Exercise details. Gather all lines in the data that hold the string "compass".

Dataset entries.
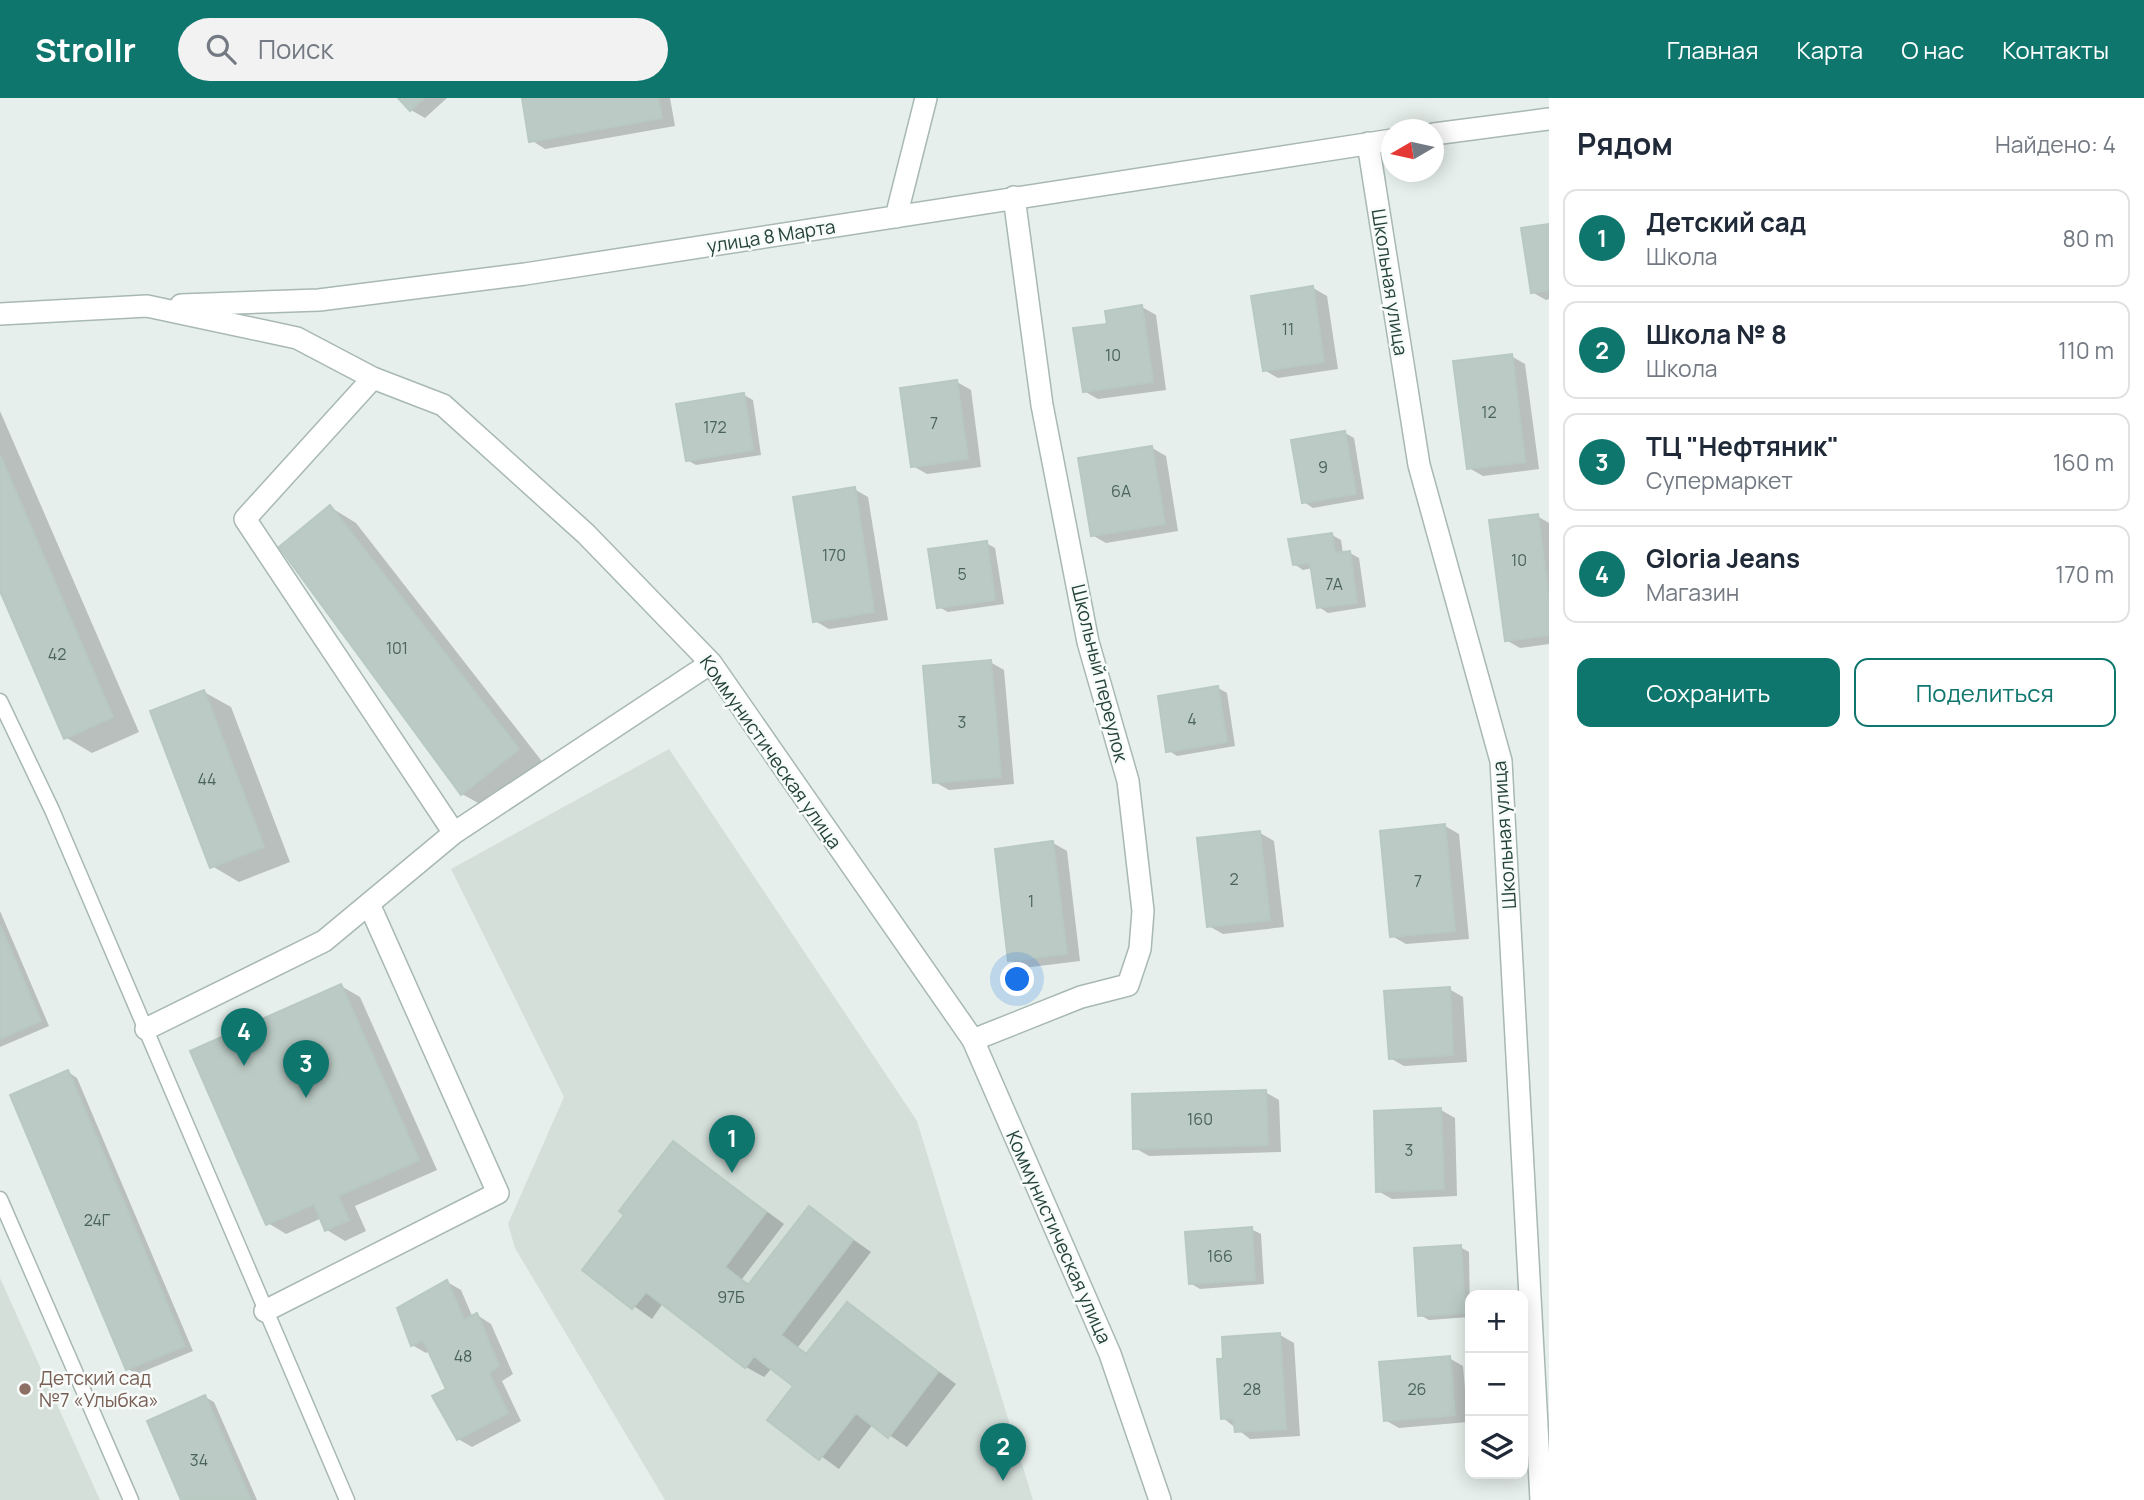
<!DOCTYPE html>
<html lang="ru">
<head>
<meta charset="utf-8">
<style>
  :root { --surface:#fff; --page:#f2f2f3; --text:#1f2937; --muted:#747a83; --line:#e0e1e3; --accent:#0f766e }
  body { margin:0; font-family:Manrope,sans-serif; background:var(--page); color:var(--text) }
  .controls { position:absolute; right:21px; bottom:21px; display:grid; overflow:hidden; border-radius:14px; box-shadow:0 4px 18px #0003 }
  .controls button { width:63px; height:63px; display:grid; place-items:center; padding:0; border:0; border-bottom:2px solid var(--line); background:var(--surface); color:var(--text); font:35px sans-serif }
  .compass { position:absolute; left:1381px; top:21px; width:63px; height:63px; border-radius:50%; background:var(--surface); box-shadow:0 4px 18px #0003; rotate:261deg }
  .you { position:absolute; left:1018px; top:882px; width:24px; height:24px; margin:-18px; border:5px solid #fff; border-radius:50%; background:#1a73e8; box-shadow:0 0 0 10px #1a73e833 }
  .badge { display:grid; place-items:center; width:46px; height:46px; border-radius:50%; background:var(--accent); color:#fff; font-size:23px; font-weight:700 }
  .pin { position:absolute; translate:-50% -58px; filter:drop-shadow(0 2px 4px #0008) }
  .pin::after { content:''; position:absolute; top:37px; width:24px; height:21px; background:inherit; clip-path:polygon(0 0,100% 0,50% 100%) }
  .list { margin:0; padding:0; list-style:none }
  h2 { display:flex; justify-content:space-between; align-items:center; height:91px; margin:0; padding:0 28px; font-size:30px }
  h2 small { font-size:23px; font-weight:400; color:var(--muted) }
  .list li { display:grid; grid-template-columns:46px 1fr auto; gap:21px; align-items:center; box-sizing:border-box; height:98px; margin:0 14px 14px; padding:0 14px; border:2px solid var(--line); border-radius:14px }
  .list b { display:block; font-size:26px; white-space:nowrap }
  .list p { margin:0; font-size:23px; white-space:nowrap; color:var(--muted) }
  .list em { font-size:23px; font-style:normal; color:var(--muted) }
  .actions { display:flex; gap:14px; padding:21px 28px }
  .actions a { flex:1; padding:16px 0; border:2px solid var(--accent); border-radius:14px; text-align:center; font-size:24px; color:var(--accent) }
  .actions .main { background:var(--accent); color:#fff }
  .icon { flex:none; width:38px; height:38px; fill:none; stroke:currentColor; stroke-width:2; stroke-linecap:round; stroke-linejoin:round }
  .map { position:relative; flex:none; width:1549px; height:1402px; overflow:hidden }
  header { display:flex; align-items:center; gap:42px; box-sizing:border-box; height:98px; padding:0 35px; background:var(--accent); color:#fff }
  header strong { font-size:33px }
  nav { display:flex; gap:38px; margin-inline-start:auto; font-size:24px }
  .search { width:490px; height:63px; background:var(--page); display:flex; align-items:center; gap:18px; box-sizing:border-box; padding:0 24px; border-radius:38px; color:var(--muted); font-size:26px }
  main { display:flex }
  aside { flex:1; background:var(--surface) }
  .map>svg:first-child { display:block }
</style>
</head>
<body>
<header>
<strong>Strollr</strong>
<div class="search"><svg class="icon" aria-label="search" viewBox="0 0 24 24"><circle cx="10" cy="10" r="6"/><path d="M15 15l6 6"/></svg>Поиск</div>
<nav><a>Главная</a><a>Карта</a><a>О нас</a><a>Контакты</a></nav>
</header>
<main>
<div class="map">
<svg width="1549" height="1402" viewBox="0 0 1549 1402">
  <rect width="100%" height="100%" fill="#e6efeb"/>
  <path fill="#d4dfda" d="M669,651L917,1023L1033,1402H665L515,1150L508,1126L564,999L451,771Z
    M0,1180L100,1402H0Z"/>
  <path fill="#0003" d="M400,0H447L425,20L411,12Z
    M523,0H670L675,28L545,51L531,42Z
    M1549,128V201L1546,202L1532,194Z
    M1313,190L1327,198L1338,271L1278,280L1264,272Z
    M1142,209L1156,217L1166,292L1098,301L1084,293L1109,227Z
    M1511,258L1525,266L1539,371L1483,378L1469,370Z
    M957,284L971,292L981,369L927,376L913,368Z
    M744,297L753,302L761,357L696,367L687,362Z
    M0,313L139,634L92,655L65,639L0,488Z
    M1345,335L1354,340L1364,401L1313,410L1304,404Z
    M1152,350L1166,358L1178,433L1106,445L1092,437Z
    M854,391L868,399L888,522L829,531L815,523Z
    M330,409L356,425L544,666L489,711L462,696Z
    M1537,418L1549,425V546L1520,550L1506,542Z
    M1332,437L1341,442L1343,456L1350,455L1359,460L1366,509L1328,515L1319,509L1313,470L1303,472L1294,466Z
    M986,445L995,450L1004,506L948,514L939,509Z
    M990,564L1004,572L1014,686L949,692L935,684Z
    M1218,590L1227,595L1235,648L1177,658L1168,652Z
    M204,594L231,609L290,764L239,784L212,768Z
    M1445,728L1459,736L1469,841L1406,846L1392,838Z
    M1260,735L1274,743L1284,829L1223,836L1209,828Z
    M1053,745L1067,753L1080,863L1023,870L1009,862Z
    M0,813L49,928L0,949Z
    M341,888L360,899L437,1072L355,1108L366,1133L345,1143L327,1132L322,1120L286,1136L268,1125Z
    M1449,891L1463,899L1467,964L1404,968L1390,960Z
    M68,974L77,980L193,1253L137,1276L128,1271Z
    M1265,994L1279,1002L1281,1054L1149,1058L1135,1050Z
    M1441,1012L1455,1020L1457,1098L1392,1101L1378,1093Z
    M674,1045L784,1126L742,1181L750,1187L809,1110L871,1154L798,1249L808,1256L847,1206L956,1286L907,1349L873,1326L839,1371L770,1321L795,1288L772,1270L764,1279L746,1269L663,1205L652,1221L584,1172L627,1117Z
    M1251,1131L1261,1136L1264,1186L1200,1191L1190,1185Z
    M1460,1149L1469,1154L1470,1219L1429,1222L1420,1217Z
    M447,1184L461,1192L473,1220L477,1217L491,1226L513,1276L502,1283L521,1323L472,1349L458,1341L448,1292L430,1253L426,1255L412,1247Z
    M1280,1237L1294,1245L1300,1338L1250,1341L1223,1320Z
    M1449,1260L1463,1268L1468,1324L1399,1330L1385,1322Z
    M205,1299L214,1304L257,1402H183Z"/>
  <path fill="#bbcac4" stroke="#b8c9c2" stroke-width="2" d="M398,0H424L410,13Z
    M522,0H658L662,20L529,44Z
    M1549,126V192L1531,195L1521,130Z
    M1313,188L1324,264L1263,273L1251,198Z
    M1142,207L1153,284L1083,294L1073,230L1107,226L1105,213Z
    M1512,256L1525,364L1467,371L1453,263Z
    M957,282L968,361L911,369L900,290Z
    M744,295L753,352L686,363L676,306Z
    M1345,333L1356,396L1302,405L1291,342Z
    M1152,348L1165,426L1091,438L1078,360Z
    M0,357L113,619L64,641L0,493Z
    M855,389L874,514L813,524L793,399Z
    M330,407L519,651L461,697L279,449Z
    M1538,416L1549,502V537L1505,543L1489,422Z
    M1332,435L1335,455L1350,453L1357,505L1317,510L1310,465L1293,467L1288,441Z
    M987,443L995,502L937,510L928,451Z
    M991,562L1001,679L933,685L923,568Z
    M1218,588L1227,644L1166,654L1158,598Z
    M204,592L264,749L210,770L150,613Z
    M1445,726L1455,833L1390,839L1380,733Z
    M1260,733L1270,822L1207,829L1197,740Z
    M1053,743L1067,856L1008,863L995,751Z
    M0,827L41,923L0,941Z
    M341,886L419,1062L338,1098L349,1122L325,1133L314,1106L266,1127L190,953Z
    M1450,889L1453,957L1389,961L1384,893Z
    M68,972L185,1248L126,1272L10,997Z
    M1266,992L1268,1047L1133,1051L1132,996Z
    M1441,1010L1444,1091L1376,1094L1374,1013Z
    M673,1043L766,1114L725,1169L748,1187L809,1108L853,1142L781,1237L806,1256L847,1204L938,1274L888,1340L856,1315L819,1362L767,1322L793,1288L754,1258L745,1270L646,1194L632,1211L582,1172L624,1117L619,1113Z
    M1252,1129L1255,1182L1189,1186L1185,1134Z
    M1461,1147L1465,1215L1418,1218L1414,1150Z
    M447,1182L464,1222L477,1215L499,1268L489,1275L508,1315L457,1342L432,1298L446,1291L423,1242L411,1248L397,1210Z
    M1280,1235L1286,1331L1235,1334L1233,1320L1221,1321L1217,1261H1223L1222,1239Z
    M1450,1258L1455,1317L1384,1323L1379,1264Z
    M205,1297L251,1402H181L147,1323Z"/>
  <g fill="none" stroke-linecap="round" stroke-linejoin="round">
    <defs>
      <path id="service" d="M0,603L52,712L347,1402
        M0,1101L131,1402"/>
      <path id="minor" d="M1434,36L1549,21
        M1368,45L1419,367L1501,663L1541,1402
        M896,119L926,0
        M181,207L319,202L525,176L1392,42
        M0,216L147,208L297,240L373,280L443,307L586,436L711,565L973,942L1110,1256L1160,1402
        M373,280L245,421L454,735L711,565
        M146,931L324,843L454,735
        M973,942L1081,899L1128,887L1140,851L1143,813L1128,683L1088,544L1042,307L1014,99
        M265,1213L498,1095L369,806"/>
    </defs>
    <use href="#service" stroke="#a8b8b2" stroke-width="17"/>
    <use href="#minor" stroke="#a8b8b2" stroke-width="24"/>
    <use href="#service" stroke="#fff" stroke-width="14"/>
    <use href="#minor" stroke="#fff" stroke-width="21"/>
  </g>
  <circle fill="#8d6e63" stroke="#f7fbf9" stroke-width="2.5" cx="25" cy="1291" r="7"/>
  <g text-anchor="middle" stroke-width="5" stroke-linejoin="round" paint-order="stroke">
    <g font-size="16" fill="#4a645c">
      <text x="1288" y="237">11</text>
      <text x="1113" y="263">10</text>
      <text x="1489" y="320">12</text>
      <text x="934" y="331">7</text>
      <text x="715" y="335">172</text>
      <text x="1323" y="375">9</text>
      <text x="1121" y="399">6А</text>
      <text x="834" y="463">170</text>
      <text x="1519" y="468">10</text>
      <text x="962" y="482">5</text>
      <text x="1334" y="492">7А</text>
      <text x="397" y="556">101</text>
      <text x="57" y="562">42</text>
      <text x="1192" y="627">4</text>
      <text x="962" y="630">3</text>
      <text x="207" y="687">44</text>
      <text x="1234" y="787">2</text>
      <text x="1418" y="789">7</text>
      <text x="1031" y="809">1</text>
      <text x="1200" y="1027">160</text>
      <text x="1409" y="1058">3</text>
      <text x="97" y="1128">24Г</text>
      <text x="1220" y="1164">166</text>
      <text x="731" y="1205">97Б</text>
      <text x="463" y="1264">48</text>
      <text x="1252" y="1297">28</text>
      <text x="1417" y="1297">26</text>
      <text x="199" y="1368">34</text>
    </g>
    <g font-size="19" fill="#24423a" stroke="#f7fbf9">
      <text transform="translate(771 138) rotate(-9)" y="7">улица 8 Марта</text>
      <text transform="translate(1390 184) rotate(81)" y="7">Школьная улица</text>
      <text transform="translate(1100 575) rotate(76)" y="7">Школьный переулок</text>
      <text transform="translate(771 654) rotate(55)" y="7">Коммунистическая улица</text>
      <text transform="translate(1504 737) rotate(-94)" y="7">Школьная улица</text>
      <text transform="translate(1059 1139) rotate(66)" y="7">Коммунистическая улица</text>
    </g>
    <g font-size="19" fill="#785e54" stroke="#f7fbf9" text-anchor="start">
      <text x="39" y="1287">Детский сад<tspan x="39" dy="22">№7 «Улыбка»</tspan></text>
    </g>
  </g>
</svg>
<div class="controls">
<button>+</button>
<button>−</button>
<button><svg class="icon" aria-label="layers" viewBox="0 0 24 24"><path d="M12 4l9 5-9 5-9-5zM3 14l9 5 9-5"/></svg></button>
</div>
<svg class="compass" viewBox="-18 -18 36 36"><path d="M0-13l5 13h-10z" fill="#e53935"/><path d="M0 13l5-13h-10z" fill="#747a83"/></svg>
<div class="you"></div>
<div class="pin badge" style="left:732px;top:1075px">1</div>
<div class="pin badge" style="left:1003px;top:1383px">2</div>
<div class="pin badge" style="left:306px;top:1000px">3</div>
<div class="pin badge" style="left:244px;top:968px">4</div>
</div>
<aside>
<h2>Рядом<small>Найдено: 4</small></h2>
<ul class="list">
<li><span class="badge">1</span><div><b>Детский сад</b><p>Школа</p></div><em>80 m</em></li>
<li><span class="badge">2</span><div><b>Школа № 8</b><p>Школа</p></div><em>110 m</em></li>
<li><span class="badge">3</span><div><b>ТЦ &quot;Нефтяник&quot;</b><p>Супермаркет</p></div><em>160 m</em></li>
<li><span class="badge">4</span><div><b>Gloria Jeans</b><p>Магазин</p></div><em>170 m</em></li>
</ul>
<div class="actions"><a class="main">Сохранить</a><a>Поделиться</a></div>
</aside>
</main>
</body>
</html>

Result of this exercise.
  .compass { position:absolute; left:1381px; top:21px; width:63px; height:63px; border-radius:50%; background:var(--surface); box-shadow:0 4px 18px #0003; rotate:261deg }
<svg class="compass" viewBox="-18 -18 36 36"><path d="M0-13l5 13h-10z" fill="#e53935"/><path d="M0 13l5-13h-10z" fill="#747a83"/></svg>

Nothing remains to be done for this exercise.